Trends in February streamflows at Selected Water Survey of Canada Stations in the Mackenzie Peace sub-basin. Data labels are the Sen’s slope (annual change in mean monthly flow in m3/s) and annual percent change relative to long term mean monthly flow. Data from the Water Survey of Canada

 Mean annual flow was steady at six out of eight analyzed stations of the Peace sub-basin, while it decreased in the Smoky River by 1.7 m3/s per year (0.5 %) and in the Peace River at Peace Point by 10.7 m3/s per year (0.5 %). Previous analysis of streamflows on datasets spanning 1977 to 2001 had shown that declining trends in annual flows occur in the Notikewin River, Little Smoky River and around Peace River oil sands, where a maximum decline of 3% annually was observed.[24]

Peak instantaneous flows remain unchanged over the period of record across the sub-basin.




Air temperatures increased from 1948 to 2016, with largest increases recorded in winter. Decreases in annual winter precipitation largely outweigh precipitation increases in spring, summer and fall.

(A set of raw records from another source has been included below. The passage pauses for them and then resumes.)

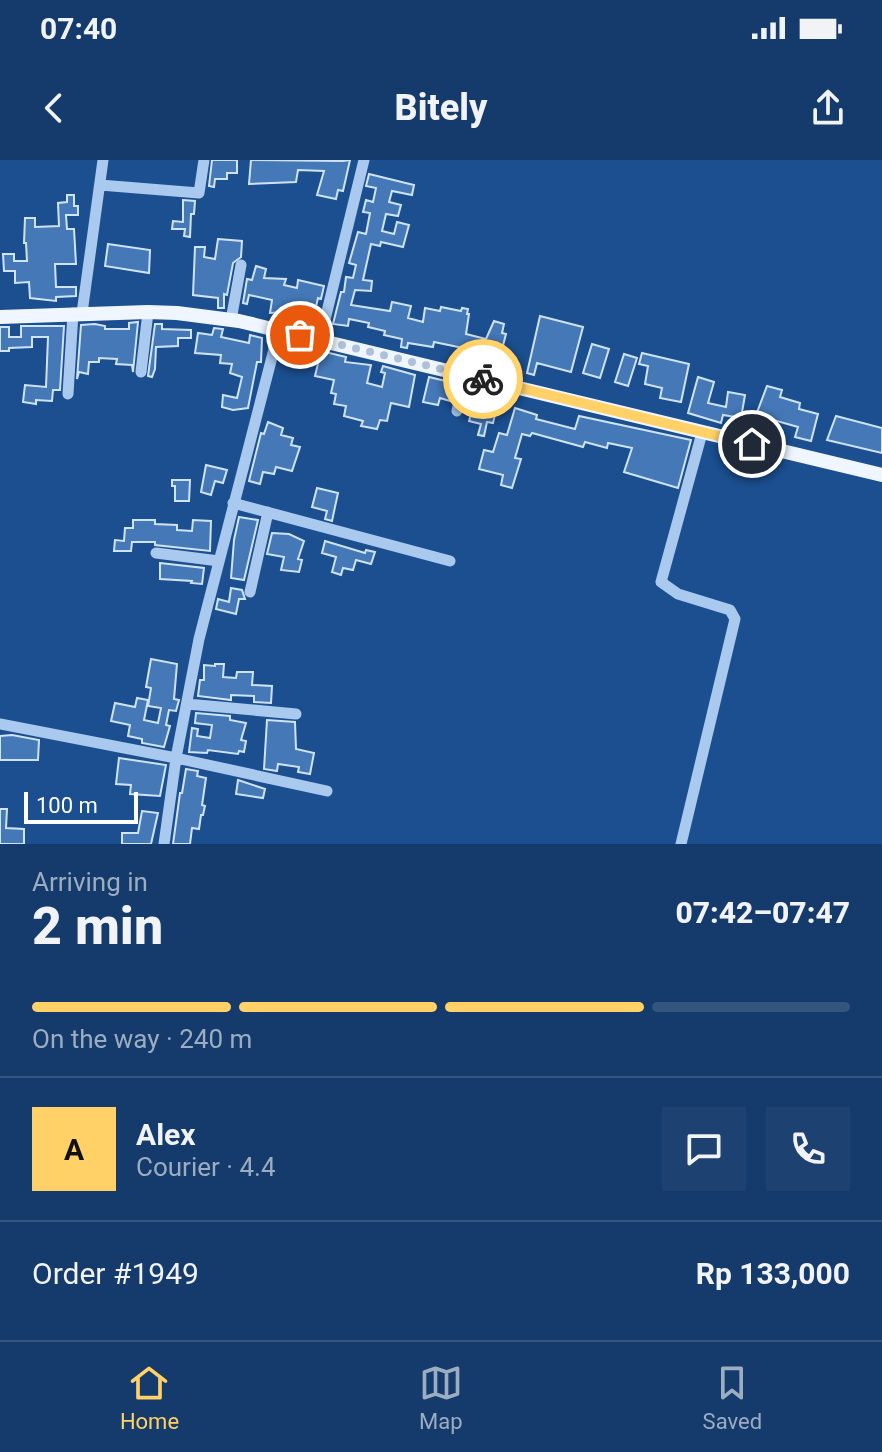 <!DOCTYPE html>
<html lang="en">
<head>
<meta charset="utf-8">
<style>
  :root { --surface:#143b6b; --page:#1d4271; --text:#f1f3f6; --muted:#9dadc1; --line:#33557e; --accent:#ffd166 }
  body { margin:0; font-family:Roboto,sans-serif; background:var(--page); color:var(--text); height:100vh; display:flex; flex-direction:column; font-size:30px; white-space:nowrap }
  * { box-sizing:border-box; margin:0 }
  p { font-size:26px; color:var(--muted) }
  .icon { flex:none; width:44px; height:44px; fill:none; stroke:currentColor; stroke-width:2; stroke-linecap:round; stroke-linejoin:round }
  .map { position:relative; height:684px; overflow:hidden }
  .drawer { display:flex; flex-direction:column; background:var(--surface); flex:1 }
  .drawer>* { flex:none }
  .scale { position:absolute; left:24px; bottom:20px; width:114px; box-sizing:border-box; padding-left:8px; border:4px solid #fff; border-top:0; font-size:22px; line-height:28px; white-space:nowrap; color:#fff; -webkit-text-stroke:6px #1b4f8f; paint-order:stroke }
  .pin { position:absolute; display:grid; place-items:center; width:68px; height:68px; color:#fff; margin:-34px; border:4px solid #fff; border-radius:50%; box-shadow:0 2px 8px #0007 }
  .courier { position:absolute; display:grid; place-items:center; width:80px; height:80px; margin:-40px; border:6px solid #ffd166; border-radius:50%; background:#fff; color:#222; box-shadow:0 2px 10px #0007 }
  .overview em { font-style:normal; font-weight:800 }
  .overview div { display:flex; flex-direction:column-reverse }
  .overview { display:flex; align-items:center; justify-content:space-between; height:136px; padding:0 32px }
  h1 { font-size:52px; font-weight:800; line-height:60px }
  .bar { display:grid; grid-template-columns:repeat(4,1fr); gap:12px 8px; align-content:center; height:96px; padding:0 32px }
  .bar i { height:10px; border-radius:6px; background:var(--line) }
  .bar .on { background:var(--accent) }
  .bar p { grid-column:span 4 }
  .line { display:flex; align-items:center; gap:20px; padding:0 32px; border-top:2px solid var(--line) }
  .line div { flex:1 }
  .round { display:grid; place-items:center; flex:none; width:84px; height:84px; border-radius:0px; background:var(--page) }
  .status { display:flex; justify-content:space-between; align-items:center; height:56px; padding:0 40px; background:var(--surface); direction:ltr }
  .status svg { height:22px; fill:currentColor }
  header { display:flex; justify-content:space-between; align-items:center; height:104px; padding:0 32px; background:var(--surface); font-size:36px; font-weight:800 }
  .dock { display:flex; justify-content:space-around; align-items:center; height:112px; border-top:2px solid var(--line); background:var(--surface); font-size:22px; color:var(--muted) }
  .dock a { display:grid; justify-items:center; gap:4px }
  .dock .on { color:var(--accent) }
  .map>svg:first-child { display:block }
</style>
</head>
<body>
<div class="status"><b>07:40</b><svg viewBox="0 0 49 12"><path d="M0 12V9h3v3zM5 12V6h3v6zM10 12V3h3v9zM15 12V0h3v12zM26 1h20v11H26zM47 4h2v5h-2z"/></svg></div>
<header><svg class="icon" aria-label="back" viewBox="0 0 24 24"><path d="M15 5l-7 7 7 7"/></svg>Bitely<svg class="icon" aria-label="share" viewBox="0 0 24 24"><path d="M12 15V3M7 8l5-5 5 5M5 13v7h14v-7"/></svg></header>
<div class="map">
<svg width="882" height="684" viewBox="0 0 882 684">
  <rect width="100%" height="100%" fill="#1b4f8f"/>
  <path fill="#4478b7" stroke="#cfe3fa" stroke-width="2" d="M212 0H237V13H227V19H215L214 27 209 26Z
    M251 0 343 1 350 0 343 31 338 30 336 39 317 35 324 11 298 10 296 22 249 24Z
    M369 14 414 25 412 35 392 31 389 42 401 45 398 56 386 54 382 71 394 74 397 62 409 65 403 87 381 82 380 86 371 84 363 120 372 121 371 131 355 130 351 145 390 151 392 142 411 146 408 158 423 162 425 148 440 151 441 147 461 151 462 148 468 149 467 154H469L466 174 486 179 494 161 504 164 502 173 506 174 500 197 506 199 503 211 475 202 476 196 461 192 463 188 434 182 433 187 408 183 407 188 401 187 402 179 384 175 385 171 368 167 369 163 349 159 348 166 333 164 341 132H344L346 117 353 118 356 105 349 103 358 72 366 74 370 53 363 52 366 40 373 42 376 28 366 26Z
    M67 35H74V46H78V55H66L67 69H74L76 104H55L56 127H76V136L56 137V141L30 138 29 122 15 123V111H4L3 94H14V101H27L26 83H24L25 58H35V67L59 66 58 43 67 42Z
    M183 40 195 41 194 54H191L190 77 184 76 185 69H172L173 61 183 62Z
    M218 79 242 81 241 97 233 103 227 135 224 134V148H218V138L193 135 195 87H205L204 97 215 99Z
    M108 84 150 90 149 113 105 106Z
    M256 106 266 109 264 118 286 119 284 125 297 128 298 120 324 126 321 139 318 138 312 164 304 162 305 157 284 152 270 153 272 140 249 135 247 144 243 143 247 119 252 120Z
    M540 156 583 167 571 212 537 203 534 215 527 213Z
    M138 162 133 212 132 205 116 204 117 199 99 198V202H89L88 214 79 212 77 219 81 165 95 164 105 166V169H129V163Z
    M155 164H162V169L191 170V178H178V186L156 187 155 209 152 217 148 216Z
    M21 166H64L60 230H53L52 241 36 240V244L23 242 25 225 46 227 48 177H32V187L9 188V191H0V167H9V177H21Z
    M214 168 223 169 221 177 249 183 250 175 262 178 261 202H257L248 248 233 250 222 247 223 235 237 238 242 217 230 213 232 204 220 203 221 195 195 193 198 173 212 175Z
    M592 184 609 189 600 218 583 213Z
    M321 191 346 197 345 202 371 205 367 223 382 227 385 213 381 212 383 206 415 215 409 247 391 243 387 261 380 260 377 269 361 266 363 261 344 256 346 246 334 244 336 234 331 233 334 220 315 216Z
    M642 193 689 204 681 242 660 238 662 228 645 224 648 206 639 204Z
    M624 194 637 198 628 226 615 222Z
    M429 217 454 223 450 241 440 238 438 245 423 242Z
    M698 217 714 222 708 243 726 247 728 232 745 235 741 258 723 255 721 263 688 253Z
    M767 226 782 230 780 237 800 243 799 249 818 254 811 281 795 277 798 267 756 255Z
    M470 227 500 234 493 263 487 262 484 276 478 275 481 264 469 261 473 247 467 246Z
    M515 248 537 255 536 259 575 269 579 256 691 280 678 328 624 312 632 288 608 283 607 288 585 282 583 287 532 273 530 276 522 274 515 298 521 299 512 328 501 325 503 315 479 309 484 290 493 292 499 273 507 275Z
    M836 256 882 268V293L827 280Z
    M268 262 283 268 281 275 293 278 291 285 300 287 292 311 276 307 274 314 263 312 260 324 249 321 261 273 264 274Z
    M206 305 227 310 223 323 215 321 211 335 201 332Z
    M172 320H190L189 341H175V326H172Z
    M317 328 338 333 332 361 325 359 327 351 312 347Z
    M239 357 258 360 244 420 231 418 234 380Z
    M133 360H155V364L177 365V370L192 371 193 360 211 361 210 391 155 385V382H132L131 391H114L115 380 124 381 125 368H133Z
    M272 373 289 374 304 381 298 399 302 400 299 412 281 410 284 397 267 394Z
    M325 381 365 393 366 390 375 392 371 404 356 400 353 410 343 408 341 415 332 412 336 397 322 393Z
    M160 403 204 408 202 424 191 423 192 421 160 419Z
    M231 428 242 430 245 439H239L236 454 216 449 218 439 229 442Z
    M151 499 177 504 174 539 179 540 176 551 169 550 166 565 170 566 164 587 142 583V579L128 576 130 565 111 561 115 543 135 547 137 538 148 540 144 560 158 563 161 548 148 546 151 528 146 527Z
    M215 504H224L223 517 236 518 237 512H253L252 525 272 526 271 543 254 542V536L231 535V540L198 536 200 520H204V505L215 506Z
    M196 553 230 556V560L246 563 241 580 246 581 244 592 239 591 238 594 208 590 207 593 189 592 192 568 198 569 197 576 210 578 212 565 195 563Z
    M267 560 295 562 296 589 314 593 310 614 298 612 299 607 278 604 277 611 264 609Z
    M12 575 39 580 38 600H0V576Z
    M119 598 166 605 160 636 130 634 131 625 116 624Z
    M186 609 198 611 197 616 206 618 202 645 205 646 203 655H201L199 669 192 668 190 684H173L180 633H182Z
    M238 620 265 629 263 638 236 634Z
    M0 649H7L6 668 24 669V684H0Z
    M142 651 158 653 151 684H122V673H138Z"/>
  <g fill="none" stroke-linecap="round" stroke-linejoin="round">
    <path stroke="#a9c9ee" stroke-width="11" d="M100 25 199 33 204 0
      M82 153 103 0
      M231 160 241 105
      M320 180 364 0
      M141 212 148 152
      M68 234 73 153
      M457 251 464 215
      M233 343 450 401
      M156 393 219 401
      M250 432 268 352
      M187 544 296 554
      M0 564 176 598 327 631
      M164 684 176 598 199 479 279 170
      M681 684 735 459 730 450 678 434 661 422 702 273"/>
    <path stroke="#f0f6ff" stroke-width="14" d="M0 157 148 152 177 153 239 161 882 315"/>
  </g>
  <g fill="none" stroke-linecap="round" stroke-linejoin="round">
    <path stroke="#afc1d8" stroke-width="8" stroke-dasharray="0 14.4" d="M300 175 483 219"/>
    <path stroke="#ffd166" stroke-width="10" d="M483 219 752 284"/>
  </g>
</svg>
<div class="scale">100 m</div>
<div class="pin" style="left:300px;top:175px;background:#ea580c"><svg class="icon" aria-label="bag" viewBox="0 0 24 24"><path d="M5 8h14l-1 12H6zM9 8a3 3 0 0 1 6 0"/></svg></div>
<div class="pin" style="left:752px;top:284px;background:#1f2937"><svg class="icon" aria-label="home" viewBox="0 0 24 24"><path d="M3 11l9-7 9 7M6 9v11h12V9"/></svg></div>
<div class="courier" style="left:483px;top:219px"><svg class="icon" aria-label="bike" viewBox="0 0 24 24"><circle cx="6" cy="16" r="4"/><circle cx="18" cy="16" r="4"/><path d="M6 16l4-8h5l3 8M10 8l3 8H6M13 5h3"/></svg></div>
</div>
<section class="drawer">
<div class="overview"><div><h1>2 min</h1><p>Arriving in</p></div><em>07:42–07:47</em></div>
<div class="bar"><i class="on"></i><i class="on"></i><i class="on"></i><i></i><p>On the way · 240 m</p></div>
<div class="line" style="height:144px"><b class="round" style="background:var(--accent);color:#111">A</b><div><b>Alex</b><p>Courier · 4.4</p></div><a class="round"><svg class="icon" aria-label="chat" viewBox="0 0 24 24"><path d="M4 5h16v11H9l-5 4z"/></svg></a><a class="round"><svg class="icon" aria-label="phone" viewBox="0 0 24 24"><path d="M5 4h4l2 5-3 2q2 4 5 5l2-3 5 2v4C11 20 4 13 5 4z"/></svg></a></div>
<div class="line" style="height:104px"><div>Order #1949</div><b>Rp 133,000</b></div>
</section>
<nav class="dock">
<a class="on"><svg class="icon" aria-label="home" viewBox="0 0 24 24"><path d="M3 11l9-7 9 7M6 9v11h12V9"/></svg>Home</a>
<a><svg class="icon" aria-label="map" viewBox="0 0 24 24"><path d="M3 6l6-2 6 2 6-2v14l-6 2-6-2-6 2zM9 4v14M15 6v14"/></svg>Map</a>
<a><svg class="icon" aria-label="saved" viewBox="0 0 24 24"><path d="M7 4h10v16l-5-4-5 4z"/></svg>Saved</a>
</nav>
</body>
</html>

The Peace sub-basin experienced the greatest temperature increase in the winter, with the smallest increases in the fall. The greatest increase in precipitation occurred in the spring, and winter precipitation decreased significantly. Annual precipitation increased marginally as spring, summer, and fall increases were largely outweighed by winter decreases.[25]


Temperature and Precipitation trends in the Peace Sub-basin (1948 – 2016 for temperature, 1948 – 2012 for precipitation). From: Bonsal et al. in review



Temperature Change (°C)

Precipitation Change (%)

















Note: Spring: Mar-Apr-May, Summer: Jun-Jul-Aug, Fall: Sep-Oct-Nov, Winter: Dec-Jan-Feb

Water Use

Water is withdrawn from surface and groundwater sources for commercial, municipal and industrial use across the Peace sub-basin. While total annual allocation represents a small portion of annual Peace River flows and a portion of water is returned, local impacts to smaller water courses are less well understood.

In 2011, 150 million m3 of water was licensed for use in the Alberta portion of the Peace River watershed, which is 89% of the water allocations in the watershed. Surface water allocations equalled 0.3% of flows of Peace River at Peace Point.[26] In 2013, 195 million m3 was licensed for use. Sixty-six percent of the allocations are for commercial use, including pulp mills and thermal power projects, with 19% for municipal and with 7% for industry (oil and gas). Of the water allocations, only 38% (57 million m3) is licensed for consumption with the remainder being returned to the Peace after use. Data shows that only 52% of licensed surface water was used in 2011.